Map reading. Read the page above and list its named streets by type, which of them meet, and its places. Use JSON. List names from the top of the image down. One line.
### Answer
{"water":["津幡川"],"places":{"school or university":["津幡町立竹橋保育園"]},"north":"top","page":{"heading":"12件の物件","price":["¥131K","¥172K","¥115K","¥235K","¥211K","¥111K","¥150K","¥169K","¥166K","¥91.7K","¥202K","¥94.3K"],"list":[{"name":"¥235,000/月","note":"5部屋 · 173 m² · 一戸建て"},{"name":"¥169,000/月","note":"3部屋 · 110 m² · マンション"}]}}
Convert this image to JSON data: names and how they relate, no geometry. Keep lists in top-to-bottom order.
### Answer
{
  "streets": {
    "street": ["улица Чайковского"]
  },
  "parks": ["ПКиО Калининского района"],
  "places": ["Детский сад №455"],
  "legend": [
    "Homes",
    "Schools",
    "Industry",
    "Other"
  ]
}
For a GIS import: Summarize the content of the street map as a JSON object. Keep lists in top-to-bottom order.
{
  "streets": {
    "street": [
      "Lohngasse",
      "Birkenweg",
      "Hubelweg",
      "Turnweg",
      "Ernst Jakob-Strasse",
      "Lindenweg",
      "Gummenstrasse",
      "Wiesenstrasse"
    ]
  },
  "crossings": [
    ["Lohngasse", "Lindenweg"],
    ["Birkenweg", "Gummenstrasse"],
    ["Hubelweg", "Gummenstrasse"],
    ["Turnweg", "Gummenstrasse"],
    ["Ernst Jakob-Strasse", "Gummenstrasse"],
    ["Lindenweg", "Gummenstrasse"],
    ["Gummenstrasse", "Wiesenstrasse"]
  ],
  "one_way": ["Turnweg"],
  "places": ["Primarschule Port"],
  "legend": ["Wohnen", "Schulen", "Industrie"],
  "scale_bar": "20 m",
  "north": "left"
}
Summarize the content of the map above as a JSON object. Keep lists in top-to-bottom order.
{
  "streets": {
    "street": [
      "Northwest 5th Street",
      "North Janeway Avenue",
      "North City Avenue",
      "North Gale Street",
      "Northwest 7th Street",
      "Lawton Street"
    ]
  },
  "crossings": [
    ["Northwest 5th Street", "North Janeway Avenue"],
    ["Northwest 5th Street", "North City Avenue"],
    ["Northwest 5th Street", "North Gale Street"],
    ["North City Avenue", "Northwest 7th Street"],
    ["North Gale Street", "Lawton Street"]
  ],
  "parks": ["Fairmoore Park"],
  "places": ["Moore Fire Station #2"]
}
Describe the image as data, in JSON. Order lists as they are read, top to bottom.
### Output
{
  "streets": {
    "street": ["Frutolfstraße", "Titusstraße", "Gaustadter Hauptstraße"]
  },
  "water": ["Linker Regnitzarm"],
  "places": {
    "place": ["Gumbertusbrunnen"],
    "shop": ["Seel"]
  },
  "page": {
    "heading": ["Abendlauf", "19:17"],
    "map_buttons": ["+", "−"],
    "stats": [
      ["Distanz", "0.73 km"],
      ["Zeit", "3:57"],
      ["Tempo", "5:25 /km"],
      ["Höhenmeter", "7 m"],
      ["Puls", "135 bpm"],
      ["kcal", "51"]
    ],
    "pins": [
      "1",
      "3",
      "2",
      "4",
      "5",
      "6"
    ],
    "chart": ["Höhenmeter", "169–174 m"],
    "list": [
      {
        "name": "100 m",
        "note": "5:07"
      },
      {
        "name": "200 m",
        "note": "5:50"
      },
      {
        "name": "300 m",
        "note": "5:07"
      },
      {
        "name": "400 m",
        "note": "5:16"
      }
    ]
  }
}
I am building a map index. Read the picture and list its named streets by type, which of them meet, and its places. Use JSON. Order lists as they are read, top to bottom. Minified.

□ □ □ □

• Work instructions: Reproduce the listing above in its entirety, unchanged.

• Solution for this exercise:
Map reading. Read the page above and list its named streets by type, which of them meet, and its places. Use JSON. List names from the top of the image down. One line.
### Answer
{"water":["津幡川"],"places":{"school or university":["津幡町立竹橋保育園"]},"north":"top","page":{"heading":"12件の物件","price":["¥131K","¥172K","¥115K","¥235K","¥211K","¥111K","¥150K","¥169K","¥166K","¥91.7K","¥202K","¥94.3K"],"list":[{"name":"¥235,000/月","note":"5部屋 · 173 m² · 一戸建て"},{"name":"¥169,000/月","note":"3部屋 · 110 m² · マンション"}]}}
Convert this image to JSON data: names and how they relate, no geometry. Keep lists in top-to-bottom order.
### Answer
{
  "streets": {
    "street": ["улица Чайковского"]
  },
  "parks": ["ПКиО Калининского района"],
  "places": ["Детский сад №455"],
  "legend": [
    "Homes",
    "Schools",
    "Industry",
    "Other"
  ]
}
For a GIS import: Summarize the content of the street map as a JSON object. Keep lists in top-to-bottom order.
{
  "streets": {
    "street": [
      "Lohngasse",
      "Birkenweg",
      "Hubelweg",
      "Turnweg",
      "Ernst Jakob-Strasse",
      "Lindenweg",
      "Gummenstrasse",
      "Wiesenstrasse"
    ]
  },
  "crossings": [
    ["Lohngasse", "Lindenweg"],
    ["Birkenweg", "Gummenstrasse"],
    ["Hubelweg", "Gummenstrasse"],
    ["Turnweg", "Gummenstrasse"],
    ["Ernst Jakob-Strasse", "Gummenstrasse"],
    ["Lindenweg", "Gummenstrasse"],
    ["Gummenstrasse", "Wiesenstrasse"]
  ],
  "one_way": ["Turnweg"],
  "places": ["Primarschule Port"],
  "legend": ["Wohnen", "Schulen", "Industrie"],
  "scale_bar": "20 m",
  "north": "left"
}
Summarize the content of the map above as a JSON object. Keep lists in top-to-bottom order.
{
  "streets": {
    "street": [
      "Northwest 5th Street",
      "North Janeway Avenue",
      "North City Avenue",
      "North Gale Street",
      "Northwest 7th Street",
      "Lawton Street"
    ]
  },
  "crossings": [
    ["Northwest 5th Street", "North Janeway Avenue"],
    ["Northwest 5th Street", "North City Avenue"],
    ["Northwest 5th Street", "North Gale Street"],
    ["North City Avenue", "Northwest 7th Street"],
    ["North Gale Street", "Lawton Street"]
  ],
  "parks": ["Fairmoore Park"],
  "places": ["Moore Fire Station #2"]
}
Describe the image as data, in JSON. Order lists as they are read, top to bottom.
### Output
{
  "streets": {
    "street": ["Frutolfstraße", "Titusstraße", "Gaustadter Hauptstraße"]
  },
  "water": ["Linker Regnitzarm"],
  "places": {
    "place": ["Gumbertusbrunnen"],
    "shop": ["Seel"]
  },
  "page": {
    "heading": ["Abendlauf", "19:17"],
    "map_buttons": ["+", "−"],
    "stats": [
      ["Distanz", "0.73 km"],
      ["Zeit", "3:57"],
      ["Tempo", "5:25 /km"],
      ["Höhenmeter", "7 m"],
      ["Puls", "135 bpm"],
      ["kcal", "51"]
    ],
    "pins": [
      "1",
      "3",
      "2",
      "4",
      "5",
      "6"
    ],
    "chart": ["Höhenmeter", "169–174 m"],
    "list": [
      {
        "name": "100 m",
        "note": "5:07"
      },
      {
        "name": "200 m",
        "note": "5:50"
      },
      {
        "name": "300 m",
        "note": "5:07"
      },
      {
        "name": "400 m",
        "note": "5:16"
      }
    ]
  }
}
I am building a map index. Read the picture and list its named streets by type, which of them meet, and its places. Use JSON. Order lists as they are read, top to bottom. Minified.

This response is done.